HOW TO COMPLETE THIS TASK:
As the answer, give every line of the records that includes the word "buttons".

==== RECORDS ====

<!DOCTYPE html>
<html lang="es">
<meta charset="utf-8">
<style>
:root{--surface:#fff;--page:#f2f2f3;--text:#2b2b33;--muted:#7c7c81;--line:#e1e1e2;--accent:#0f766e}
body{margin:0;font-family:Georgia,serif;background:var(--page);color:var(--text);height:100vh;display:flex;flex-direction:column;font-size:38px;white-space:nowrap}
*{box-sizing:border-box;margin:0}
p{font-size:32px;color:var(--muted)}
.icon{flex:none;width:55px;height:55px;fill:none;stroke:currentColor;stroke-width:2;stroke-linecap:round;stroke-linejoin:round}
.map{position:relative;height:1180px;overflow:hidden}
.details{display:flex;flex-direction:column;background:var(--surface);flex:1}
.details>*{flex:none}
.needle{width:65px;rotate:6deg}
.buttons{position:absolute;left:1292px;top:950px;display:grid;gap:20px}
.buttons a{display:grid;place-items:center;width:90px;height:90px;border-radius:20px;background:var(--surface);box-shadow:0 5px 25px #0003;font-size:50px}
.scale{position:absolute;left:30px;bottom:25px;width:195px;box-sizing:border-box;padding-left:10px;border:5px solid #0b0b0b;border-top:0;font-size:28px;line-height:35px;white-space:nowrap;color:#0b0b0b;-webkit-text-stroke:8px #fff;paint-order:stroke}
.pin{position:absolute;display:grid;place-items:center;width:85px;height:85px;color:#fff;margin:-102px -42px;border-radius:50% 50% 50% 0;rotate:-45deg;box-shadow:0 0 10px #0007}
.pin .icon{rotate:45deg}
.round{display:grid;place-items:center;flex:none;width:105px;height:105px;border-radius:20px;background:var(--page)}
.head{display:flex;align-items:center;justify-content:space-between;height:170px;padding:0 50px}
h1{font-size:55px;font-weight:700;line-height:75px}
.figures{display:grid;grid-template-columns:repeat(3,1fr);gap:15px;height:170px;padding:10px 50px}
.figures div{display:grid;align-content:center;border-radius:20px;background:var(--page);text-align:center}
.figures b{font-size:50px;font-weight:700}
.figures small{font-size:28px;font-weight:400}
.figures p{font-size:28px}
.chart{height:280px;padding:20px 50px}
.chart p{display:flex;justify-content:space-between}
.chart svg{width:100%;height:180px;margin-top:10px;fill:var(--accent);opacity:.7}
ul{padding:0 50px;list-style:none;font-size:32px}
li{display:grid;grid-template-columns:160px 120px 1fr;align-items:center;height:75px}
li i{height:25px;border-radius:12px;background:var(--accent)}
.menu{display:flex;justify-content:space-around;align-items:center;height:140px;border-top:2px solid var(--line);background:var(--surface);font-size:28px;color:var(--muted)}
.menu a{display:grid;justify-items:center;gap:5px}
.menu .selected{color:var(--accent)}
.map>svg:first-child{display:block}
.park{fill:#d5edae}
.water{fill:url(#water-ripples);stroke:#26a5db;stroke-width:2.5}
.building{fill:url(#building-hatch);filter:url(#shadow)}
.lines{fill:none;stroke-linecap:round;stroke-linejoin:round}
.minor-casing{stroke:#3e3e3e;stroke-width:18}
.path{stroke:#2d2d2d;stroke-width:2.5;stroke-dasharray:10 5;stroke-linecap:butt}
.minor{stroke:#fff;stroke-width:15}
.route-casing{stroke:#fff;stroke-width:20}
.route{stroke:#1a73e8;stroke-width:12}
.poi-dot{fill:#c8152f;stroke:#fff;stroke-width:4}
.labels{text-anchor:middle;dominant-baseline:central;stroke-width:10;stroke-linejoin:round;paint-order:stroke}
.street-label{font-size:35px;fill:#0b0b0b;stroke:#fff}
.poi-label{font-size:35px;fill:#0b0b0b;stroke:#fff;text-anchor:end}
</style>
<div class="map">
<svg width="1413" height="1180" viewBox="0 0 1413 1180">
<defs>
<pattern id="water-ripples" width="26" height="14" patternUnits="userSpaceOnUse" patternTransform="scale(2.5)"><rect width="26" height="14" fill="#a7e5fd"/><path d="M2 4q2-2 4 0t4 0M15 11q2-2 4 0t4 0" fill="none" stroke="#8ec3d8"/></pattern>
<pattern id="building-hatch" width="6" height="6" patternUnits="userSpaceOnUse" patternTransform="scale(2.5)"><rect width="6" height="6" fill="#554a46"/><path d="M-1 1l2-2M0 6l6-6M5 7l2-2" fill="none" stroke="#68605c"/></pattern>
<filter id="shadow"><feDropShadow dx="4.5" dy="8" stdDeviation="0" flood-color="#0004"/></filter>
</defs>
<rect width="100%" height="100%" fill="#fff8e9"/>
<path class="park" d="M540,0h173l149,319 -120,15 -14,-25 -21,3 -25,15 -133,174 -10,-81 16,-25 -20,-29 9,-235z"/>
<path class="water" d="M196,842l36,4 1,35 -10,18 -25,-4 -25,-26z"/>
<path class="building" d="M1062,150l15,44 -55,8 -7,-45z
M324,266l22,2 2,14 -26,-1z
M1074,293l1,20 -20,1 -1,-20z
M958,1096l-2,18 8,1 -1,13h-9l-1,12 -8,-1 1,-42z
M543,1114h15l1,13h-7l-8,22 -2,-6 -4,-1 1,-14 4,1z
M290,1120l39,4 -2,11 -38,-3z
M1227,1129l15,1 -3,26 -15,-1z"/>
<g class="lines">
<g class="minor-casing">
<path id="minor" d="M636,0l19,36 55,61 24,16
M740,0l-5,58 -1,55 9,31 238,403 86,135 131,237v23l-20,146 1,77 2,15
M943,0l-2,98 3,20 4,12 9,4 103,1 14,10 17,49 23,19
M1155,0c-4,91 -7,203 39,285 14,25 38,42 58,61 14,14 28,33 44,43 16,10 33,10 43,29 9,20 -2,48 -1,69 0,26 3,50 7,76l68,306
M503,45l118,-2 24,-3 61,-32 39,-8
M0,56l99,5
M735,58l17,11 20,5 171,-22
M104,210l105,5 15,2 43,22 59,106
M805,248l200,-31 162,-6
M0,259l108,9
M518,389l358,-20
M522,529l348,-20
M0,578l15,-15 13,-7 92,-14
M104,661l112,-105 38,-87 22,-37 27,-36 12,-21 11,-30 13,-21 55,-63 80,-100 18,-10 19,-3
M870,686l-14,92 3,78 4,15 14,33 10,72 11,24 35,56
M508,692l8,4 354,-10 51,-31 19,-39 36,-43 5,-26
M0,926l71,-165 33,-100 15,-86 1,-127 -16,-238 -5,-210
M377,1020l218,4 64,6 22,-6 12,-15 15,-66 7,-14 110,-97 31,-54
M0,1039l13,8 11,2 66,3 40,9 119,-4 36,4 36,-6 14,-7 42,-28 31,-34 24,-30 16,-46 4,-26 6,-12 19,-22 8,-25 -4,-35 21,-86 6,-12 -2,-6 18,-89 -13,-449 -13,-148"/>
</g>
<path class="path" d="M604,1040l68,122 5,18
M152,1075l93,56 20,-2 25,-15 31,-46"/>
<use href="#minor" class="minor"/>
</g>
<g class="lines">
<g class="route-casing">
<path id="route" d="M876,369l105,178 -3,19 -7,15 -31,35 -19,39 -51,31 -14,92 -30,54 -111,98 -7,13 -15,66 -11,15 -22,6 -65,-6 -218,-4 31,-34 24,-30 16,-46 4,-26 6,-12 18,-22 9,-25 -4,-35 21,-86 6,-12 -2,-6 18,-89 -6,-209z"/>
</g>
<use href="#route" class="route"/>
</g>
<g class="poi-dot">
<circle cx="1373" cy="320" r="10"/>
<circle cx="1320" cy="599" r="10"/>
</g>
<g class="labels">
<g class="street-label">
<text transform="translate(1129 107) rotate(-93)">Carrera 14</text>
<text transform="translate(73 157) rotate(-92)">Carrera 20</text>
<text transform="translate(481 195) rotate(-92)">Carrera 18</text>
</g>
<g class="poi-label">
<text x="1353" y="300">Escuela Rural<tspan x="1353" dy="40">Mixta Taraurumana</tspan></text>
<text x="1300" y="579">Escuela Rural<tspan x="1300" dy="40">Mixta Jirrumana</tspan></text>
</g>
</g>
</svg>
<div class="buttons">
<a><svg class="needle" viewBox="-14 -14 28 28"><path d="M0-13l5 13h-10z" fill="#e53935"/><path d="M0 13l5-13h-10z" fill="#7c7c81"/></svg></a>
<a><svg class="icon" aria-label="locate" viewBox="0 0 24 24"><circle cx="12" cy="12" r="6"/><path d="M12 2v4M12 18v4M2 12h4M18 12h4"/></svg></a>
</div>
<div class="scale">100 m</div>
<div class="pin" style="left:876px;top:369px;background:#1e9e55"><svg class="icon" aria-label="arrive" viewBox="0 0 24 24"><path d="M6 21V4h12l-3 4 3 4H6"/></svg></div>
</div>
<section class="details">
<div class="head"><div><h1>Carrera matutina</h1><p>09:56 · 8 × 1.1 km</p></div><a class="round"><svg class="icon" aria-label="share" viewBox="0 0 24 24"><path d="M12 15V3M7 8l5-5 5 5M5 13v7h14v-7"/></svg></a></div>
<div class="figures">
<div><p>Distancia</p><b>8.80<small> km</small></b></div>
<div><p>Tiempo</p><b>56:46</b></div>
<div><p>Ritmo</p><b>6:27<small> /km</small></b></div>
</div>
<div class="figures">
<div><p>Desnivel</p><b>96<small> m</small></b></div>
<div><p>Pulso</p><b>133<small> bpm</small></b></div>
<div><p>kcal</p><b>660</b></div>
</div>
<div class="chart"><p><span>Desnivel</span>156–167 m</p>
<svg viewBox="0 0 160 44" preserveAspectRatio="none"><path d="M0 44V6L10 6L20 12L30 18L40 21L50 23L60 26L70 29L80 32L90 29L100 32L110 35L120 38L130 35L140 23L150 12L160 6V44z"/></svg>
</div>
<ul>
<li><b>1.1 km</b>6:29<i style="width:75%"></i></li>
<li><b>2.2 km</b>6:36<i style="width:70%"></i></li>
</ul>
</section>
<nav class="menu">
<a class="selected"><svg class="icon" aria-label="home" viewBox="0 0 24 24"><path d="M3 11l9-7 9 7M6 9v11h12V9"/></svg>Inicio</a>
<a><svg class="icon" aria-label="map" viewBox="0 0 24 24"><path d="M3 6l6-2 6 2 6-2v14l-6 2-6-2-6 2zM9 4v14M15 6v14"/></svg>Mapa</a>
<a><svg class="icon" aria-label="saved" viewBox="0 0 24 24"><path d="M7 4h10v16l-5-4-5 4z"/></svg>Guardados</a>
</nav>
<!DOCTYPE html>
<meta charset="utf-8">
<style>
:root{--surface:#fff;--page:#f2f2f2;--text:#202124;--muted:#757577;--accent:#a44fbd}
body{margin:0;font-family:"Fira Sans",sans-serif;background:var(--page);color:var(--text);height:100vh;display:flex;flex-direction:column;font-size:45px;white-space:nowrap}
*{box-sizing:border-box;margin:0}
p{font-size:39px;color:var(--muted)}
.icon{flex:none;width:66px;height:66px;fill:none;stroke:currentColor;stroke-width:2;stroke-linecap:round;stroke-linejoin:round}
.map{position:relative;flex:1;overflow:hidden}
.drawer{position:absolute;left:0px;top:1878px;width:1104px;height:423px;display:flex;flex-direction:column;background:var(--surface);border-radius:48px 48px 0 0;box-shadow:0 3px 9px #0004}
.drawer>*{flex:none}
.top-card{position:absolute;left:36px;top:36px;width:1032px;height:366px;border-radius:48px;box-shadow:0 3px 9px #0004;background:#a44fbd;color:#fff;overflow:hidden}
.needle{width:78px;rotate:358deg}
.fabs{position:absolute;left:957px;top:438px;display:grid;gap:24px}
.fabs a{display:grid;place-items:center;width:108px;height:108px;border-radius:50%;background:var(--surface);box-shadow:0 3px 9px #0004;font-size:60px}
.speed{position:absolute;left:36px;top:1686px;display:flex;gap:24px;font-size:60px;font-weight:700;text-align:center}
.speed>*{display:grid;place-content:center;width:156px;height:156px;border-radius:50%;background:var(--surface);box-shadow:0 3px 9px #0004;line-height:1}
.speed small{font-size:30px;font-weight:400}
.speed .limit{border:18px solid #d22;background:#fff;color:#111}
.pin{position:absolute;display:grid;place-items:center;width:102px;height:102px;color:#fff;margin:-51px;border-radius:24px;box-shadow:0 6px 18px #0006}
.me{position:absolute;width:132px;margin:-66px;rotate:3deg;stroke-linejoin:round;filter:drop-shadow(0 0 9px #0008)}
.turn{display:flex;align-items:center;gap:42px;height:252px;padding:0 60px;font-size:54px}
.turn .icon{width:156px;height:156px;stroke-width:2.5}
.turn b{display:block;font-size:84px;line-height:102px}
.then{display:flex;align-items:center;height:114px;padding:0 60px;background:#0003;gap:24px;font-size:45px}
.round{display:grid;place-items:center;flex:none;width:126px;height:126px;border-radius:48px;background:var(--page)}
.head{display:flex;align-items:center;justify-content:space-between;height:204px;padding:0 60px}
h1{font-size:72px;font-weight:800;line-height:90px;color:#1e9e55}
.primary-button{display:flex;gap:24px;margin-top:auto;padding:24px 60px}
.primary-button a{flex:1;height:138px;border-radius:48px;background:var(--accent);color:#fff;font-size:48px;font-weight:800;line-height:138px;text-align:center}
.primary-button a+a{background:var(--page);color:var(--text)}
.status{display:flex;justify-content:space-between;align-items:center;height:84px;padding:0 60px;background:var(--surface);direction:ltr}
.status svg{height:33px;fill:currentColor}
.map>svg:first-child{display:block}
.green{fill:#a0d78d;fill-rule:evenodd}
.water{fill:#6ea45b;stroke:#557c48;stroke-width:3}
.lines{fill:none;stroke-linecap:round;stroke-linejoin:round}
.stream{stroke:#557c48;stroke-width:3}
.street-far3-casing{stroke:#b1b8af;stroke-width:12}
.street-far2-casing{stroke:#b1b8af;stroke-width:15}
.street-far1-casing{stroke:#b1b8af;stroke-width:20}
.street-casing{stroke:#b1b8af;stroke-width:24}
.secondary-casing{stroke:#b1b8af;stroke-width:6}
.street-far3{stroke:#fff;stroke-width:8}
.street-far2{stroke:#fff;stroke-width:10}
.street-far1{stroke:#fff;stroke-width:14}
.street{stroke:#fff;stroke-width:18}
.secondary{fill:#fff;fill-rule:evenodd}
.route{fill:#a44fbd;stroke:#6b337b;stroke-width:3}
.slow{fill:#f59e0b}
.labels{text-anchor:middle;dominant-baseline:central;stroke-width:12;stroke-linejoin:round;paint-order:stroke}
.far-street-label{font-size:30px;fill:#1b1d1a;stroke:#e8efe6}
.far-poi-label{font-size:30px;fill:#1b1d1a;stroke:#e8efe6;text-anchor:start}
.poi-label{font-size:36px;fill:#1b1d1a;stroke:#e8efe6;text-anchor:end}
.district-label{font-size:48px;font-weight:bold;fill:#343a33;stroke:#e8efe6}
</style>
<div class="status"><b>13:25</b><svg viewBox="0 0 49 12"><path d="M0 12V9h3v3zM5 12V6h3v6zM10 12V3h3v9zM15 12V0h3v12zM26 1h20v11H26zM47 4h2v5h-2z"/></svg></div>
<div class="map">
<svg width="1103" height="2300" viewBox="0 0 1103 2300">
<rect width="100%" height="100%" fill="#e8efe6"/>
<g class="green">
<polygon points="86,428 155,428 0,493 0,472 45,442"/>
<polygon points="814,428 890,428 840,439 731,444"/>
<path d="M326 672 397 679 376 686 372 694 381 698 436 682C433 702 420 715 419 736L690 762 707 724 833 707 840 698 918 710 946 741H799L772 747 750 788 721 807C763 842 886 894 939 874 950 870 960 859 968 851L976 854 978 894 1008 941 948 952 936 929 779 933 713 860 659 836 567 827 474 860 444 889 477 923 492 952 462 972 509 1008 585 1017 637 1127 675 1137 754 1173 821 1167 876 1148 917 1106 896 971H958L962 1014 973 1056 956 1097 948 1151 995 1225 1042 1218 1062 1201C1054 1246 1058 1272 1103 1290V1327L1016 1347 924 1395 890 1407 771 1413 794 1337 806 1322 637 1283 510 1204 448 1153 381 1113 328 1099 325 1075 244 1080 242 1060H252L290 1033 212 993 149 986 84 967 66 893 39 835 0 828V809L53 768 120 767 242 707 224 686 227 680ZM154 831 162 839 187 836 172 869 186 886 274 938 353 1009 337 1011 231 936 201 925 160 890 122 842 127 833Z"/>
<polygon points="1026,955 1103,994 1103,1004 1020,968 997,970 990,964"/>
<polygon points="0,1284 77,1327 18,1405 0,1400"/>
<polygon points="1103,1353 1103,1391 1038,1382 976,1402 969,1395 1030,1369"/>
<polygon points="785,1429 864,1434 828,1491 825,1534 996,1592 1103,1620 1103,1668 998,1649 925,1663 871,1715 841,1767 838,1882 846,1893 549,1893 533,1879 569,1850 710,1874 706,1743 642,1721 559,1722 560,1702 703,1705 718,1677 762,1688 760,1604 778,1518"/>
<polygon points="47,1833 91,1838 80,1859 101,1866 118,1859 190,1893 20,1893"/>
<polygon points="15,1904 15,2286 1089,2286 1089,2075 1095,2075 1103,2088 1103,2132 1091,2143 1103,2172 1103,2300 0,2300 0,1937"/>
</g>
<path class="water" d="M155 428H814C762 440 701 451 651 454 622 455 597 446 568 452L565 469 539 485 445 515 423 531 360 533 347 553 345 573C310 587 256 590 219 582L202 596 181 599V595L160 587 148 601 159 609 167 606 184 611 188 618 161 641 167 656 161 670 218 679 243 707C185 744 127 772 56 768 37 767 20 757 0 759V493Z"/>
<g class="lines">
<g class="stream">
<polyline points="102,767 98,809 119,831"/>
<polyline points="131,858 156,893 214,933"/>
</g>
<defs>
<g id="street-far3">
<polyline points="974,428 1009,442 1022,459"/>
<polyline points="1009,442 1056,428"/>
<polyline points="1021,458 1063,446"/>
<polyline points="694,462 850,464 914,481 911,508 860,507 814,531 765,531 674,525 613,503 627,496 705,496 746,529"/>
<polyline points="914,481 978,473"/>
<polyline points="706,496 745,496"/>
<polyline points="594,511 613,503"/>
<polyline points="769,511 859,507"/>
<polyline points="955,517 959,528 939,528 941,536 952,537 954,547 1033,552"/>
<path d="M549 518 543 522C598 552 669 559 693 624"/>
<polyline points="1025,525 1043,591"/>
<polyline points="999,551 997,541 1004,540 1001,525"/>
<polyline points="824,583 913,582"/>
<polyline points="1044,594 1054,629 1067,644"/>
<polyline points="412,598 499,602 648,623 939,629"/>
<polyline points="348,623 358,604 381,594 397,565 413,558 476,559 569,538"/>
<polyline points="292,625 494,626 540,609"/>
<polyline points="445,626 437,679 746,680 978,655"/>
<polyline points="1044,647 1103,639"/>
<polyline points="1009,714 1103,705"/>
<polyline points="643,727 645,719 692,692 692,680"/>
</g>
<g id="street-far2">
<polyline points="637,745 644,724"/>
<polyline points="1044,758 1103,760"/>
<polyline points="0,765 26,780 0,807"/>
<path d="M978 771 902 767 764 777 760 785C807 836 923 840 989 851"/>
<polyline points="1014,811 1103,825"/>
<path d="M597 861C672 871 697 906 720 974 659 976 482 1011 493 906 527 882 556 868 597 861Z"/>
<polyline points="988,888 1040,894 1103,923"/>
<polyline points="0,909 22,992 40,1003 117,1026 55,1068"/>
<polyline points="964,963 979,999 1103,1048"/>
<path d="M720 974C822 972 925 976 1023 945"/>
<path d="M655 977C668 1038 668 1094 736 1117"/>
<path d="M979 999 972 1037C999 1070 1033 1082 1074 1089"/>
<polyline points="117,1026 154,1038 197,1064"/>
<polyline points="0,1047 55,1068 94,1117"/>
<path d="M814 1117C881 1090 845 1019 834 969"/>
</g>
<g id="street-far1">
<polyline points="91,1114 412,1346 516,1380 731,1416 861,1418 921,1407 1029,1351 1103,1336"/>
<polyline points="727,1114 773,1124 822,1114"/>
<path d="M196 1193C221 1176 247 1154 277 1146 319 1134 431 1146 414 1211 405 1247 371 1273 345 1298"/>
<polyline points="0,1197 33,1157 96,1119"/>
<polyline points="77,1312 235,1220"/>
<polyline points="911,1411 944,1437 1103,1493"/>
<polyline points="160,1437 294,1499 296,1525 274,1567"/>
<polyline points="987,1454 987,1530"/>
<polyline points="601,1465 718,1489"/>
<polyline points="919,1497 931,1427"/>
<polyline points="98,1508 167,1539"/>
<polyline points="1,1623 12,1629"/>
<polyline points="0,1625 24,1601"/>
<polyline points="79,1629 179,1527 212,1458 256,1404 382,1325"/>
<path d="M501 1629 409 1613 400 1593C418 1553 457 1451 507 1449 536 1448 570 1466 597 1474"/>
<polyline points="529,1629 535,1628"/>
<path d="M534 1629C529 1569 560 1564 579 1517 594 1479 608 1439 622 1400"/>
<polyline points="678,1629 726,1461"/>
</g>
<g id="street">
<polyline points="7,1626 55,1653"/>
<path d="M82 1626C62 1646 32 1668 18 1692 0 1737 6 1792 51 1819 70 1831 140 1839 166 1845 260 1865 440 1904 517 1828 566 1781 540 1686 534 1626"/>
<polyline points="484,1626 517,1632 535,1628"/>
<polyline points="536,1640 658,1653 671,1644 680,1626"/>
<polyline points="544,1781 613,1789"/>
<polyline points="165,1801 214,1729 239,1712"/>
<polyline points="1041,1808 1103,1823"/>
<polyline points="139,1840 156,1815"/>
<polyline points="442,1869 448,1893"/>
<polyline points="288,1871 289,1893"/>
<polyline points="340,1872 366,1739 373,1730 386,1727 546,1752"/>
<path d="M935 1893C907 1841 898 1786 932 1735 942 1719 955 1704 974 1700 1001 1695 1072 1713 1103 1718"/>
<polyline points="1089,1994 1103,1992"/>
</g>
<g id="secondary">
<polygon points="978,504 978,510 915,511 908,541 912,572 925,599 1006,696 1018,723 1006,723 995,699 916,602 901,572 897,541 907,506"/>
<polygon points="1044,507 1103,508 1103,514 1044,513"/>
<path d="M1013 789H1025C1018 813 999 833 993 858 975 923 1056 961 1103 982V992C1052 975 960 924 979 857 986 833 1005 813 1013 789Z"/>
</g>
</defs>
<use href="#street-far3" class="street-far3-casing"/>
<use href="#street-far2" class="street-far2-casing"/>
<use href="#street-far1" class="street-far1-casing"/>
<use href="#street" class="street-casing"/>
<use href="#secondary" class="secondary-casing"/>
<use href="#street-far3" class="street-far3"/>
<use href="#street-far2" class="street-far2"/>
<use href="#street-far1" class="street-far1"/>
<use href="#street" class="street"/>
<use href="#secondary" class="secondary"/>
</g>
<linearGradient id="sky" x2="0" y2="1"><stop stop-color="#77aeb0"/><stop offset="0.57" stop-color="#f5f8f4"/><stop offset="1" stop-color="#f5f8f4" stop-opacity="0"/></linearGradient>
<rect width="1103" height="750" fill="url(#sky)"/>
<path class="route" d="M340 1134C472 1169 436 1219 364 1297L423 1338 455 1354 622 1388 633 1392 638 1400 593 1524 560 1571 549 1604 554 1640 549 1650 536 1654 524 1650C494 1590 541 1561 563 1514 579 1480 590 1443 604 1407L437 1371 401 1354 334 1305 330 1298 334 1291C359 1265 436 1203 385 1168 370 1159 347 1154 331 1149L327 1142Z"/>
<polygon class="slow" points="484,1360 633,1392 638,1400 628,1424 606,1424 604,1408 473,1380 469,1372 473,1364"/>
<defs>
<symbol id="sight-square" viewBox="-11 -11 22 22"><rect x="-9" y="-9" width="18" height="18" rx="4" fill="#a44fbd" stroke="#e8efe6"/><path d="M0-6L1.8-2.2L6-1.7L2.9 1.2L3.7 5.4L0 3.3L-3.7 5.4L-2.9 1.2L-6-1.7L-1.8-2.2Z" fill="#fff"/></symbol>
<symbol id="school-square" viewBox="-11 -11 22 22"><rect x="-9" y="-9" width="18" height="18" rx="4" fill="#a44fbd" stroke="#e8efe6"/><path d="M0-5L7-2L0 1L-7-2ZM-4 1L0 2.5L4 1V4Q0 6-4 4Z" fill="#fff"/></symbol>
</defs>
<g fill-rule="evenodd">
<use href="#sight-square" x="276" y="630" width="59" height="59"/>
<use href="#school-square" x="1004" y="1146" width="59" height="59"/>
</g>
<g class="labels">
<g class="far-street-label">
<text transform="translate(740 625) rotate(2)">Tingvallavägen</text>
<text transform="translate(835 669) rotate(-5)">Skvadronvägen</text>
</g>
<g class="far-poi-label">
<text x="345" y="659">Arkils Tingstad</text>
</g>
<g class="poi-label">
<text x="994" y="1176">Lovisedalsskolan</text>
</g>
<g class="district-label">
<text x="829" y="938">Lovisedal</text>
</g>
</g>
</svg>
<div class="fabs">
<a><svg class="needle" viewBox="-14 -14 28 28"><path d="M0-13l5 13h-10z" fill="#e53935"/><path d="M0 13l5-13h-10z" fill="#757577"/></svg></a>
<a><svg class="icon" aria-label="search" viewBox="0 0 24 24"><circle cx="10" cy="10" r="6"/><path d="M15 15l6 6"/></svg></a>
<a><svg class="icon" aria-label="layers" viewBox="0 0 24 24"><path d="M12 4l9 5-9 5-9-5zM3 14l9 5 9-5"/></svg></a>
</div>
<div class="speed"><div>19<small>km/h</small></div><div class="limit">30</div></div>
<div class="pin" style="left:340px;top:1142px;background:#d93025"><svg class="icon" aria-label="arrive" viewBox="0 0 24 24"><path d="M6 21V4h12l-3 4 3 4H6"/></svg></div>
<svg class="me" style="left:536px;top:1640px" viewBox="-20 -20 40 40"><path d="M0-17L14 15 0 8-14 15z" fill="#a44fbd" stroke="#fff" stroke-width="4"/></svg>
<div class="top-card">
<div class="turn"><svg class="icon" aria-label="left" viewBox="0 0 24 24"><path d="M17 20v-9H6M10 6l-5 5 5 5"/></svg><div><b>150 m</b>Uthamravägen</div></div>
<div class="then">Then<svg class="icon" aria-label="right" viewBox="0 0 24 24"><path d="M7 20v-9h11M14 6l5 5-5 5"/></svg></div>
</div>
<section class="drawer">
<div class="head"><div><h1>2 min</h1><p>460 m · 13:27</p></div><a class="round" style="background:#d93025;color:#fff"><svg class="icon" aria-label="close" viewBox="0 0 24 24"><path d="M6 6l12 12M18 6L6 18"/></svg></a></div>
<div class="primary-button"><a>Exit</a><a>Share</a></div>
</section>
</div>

====

SOLUTION TO THE PROBLEM:
.buttons{position:absolute;left:1292px;top:950px;display:grid;gap:20px}
.buttons a{display:grid;place-items:center;width:90px;height:90px;border-radius:20px;background:var(--surface);box-shadow:0 5px 25px #0003;font-size:50px}
<div class="buttons">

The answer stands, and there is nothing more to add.